青いベルベットの祈祷書
深いブルーの美しい祈祷書はいかがでしょうか。留め金は十字架形型で小口は金色。表紙は金色の金具で飾られています。古い祈祷書は装丁の金具が一部失われているものも多いのですが、こちらのお品は表紙、背表紙ともに全て揃っています。ベルベットの縁の部分に若干の擦れが、また見開きの綴じに若干の切れがありますが、全体に状態は大変よいものです。
中には図版が多く入っており、それだけでなく、カニヴェが美しいホーリーカード、押し花の葉の上にダイカットを置いたもの、1876年に58歳で亡くなった男性のデスカードなどが、これらも大変よい状態で挟み込まれています。この男性は上院議員でありレジオン・ドヌール勲章騎士章を受勲していますから、当時の社会では貴族階級に属する人物であったと思われます。
さて、ここからは推理の世界になるのですが、19世紀、ダイカットは若い女性がスクラップブックを飾る際によく用いたものです。そして58歳で亡くなった男性のお葬式のカードが挟まれていることから、この祈祷書の持ち主は彼の娘なのではないでしょうか。貴族階級の女性の持ち物だとすると、この祈祷書の素晴らしい装丁にも納得がいきます。

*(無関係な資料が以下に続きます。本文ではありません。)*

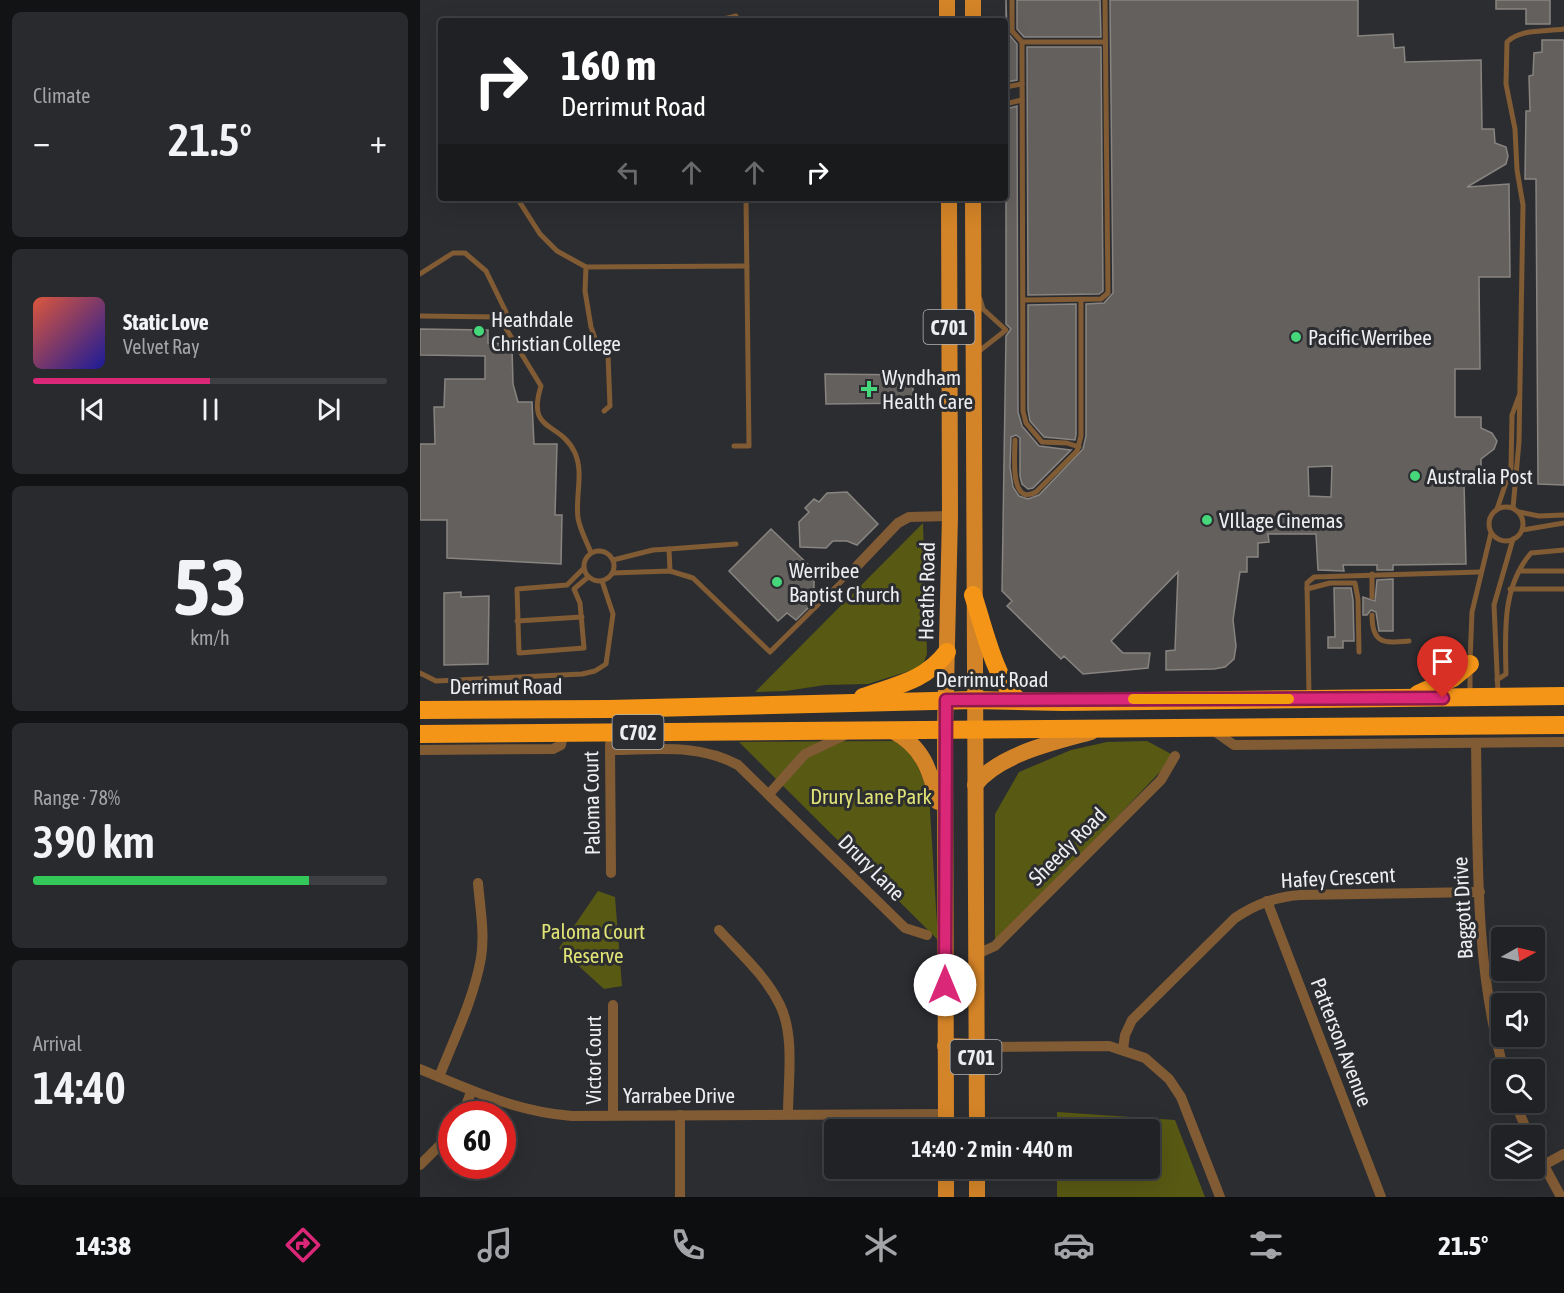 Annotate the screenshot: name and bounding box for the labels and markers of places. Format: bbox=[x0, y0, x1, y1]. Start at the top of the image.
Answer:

それでは、なぜ母親のデスカードはないのでしょう。もしかすると、この女性は母よりも先に若くして亡くなったのかも知れません。そうすると、この祈祷書がこのように綺麗な状態で残された説明もつきます。以上は、あくまでも私の推理なのですが。
デスカードの年代から推定して、こちらの祈祷書は1876年以前のパリ製。サイズは約10×15センチ、厚さが約4センチです。
こちらの商品は店頭展示品のため、売り切れの場合がございます。また、古いもの性質上、汚れや傷もございます。どうぞご理解下さいませ。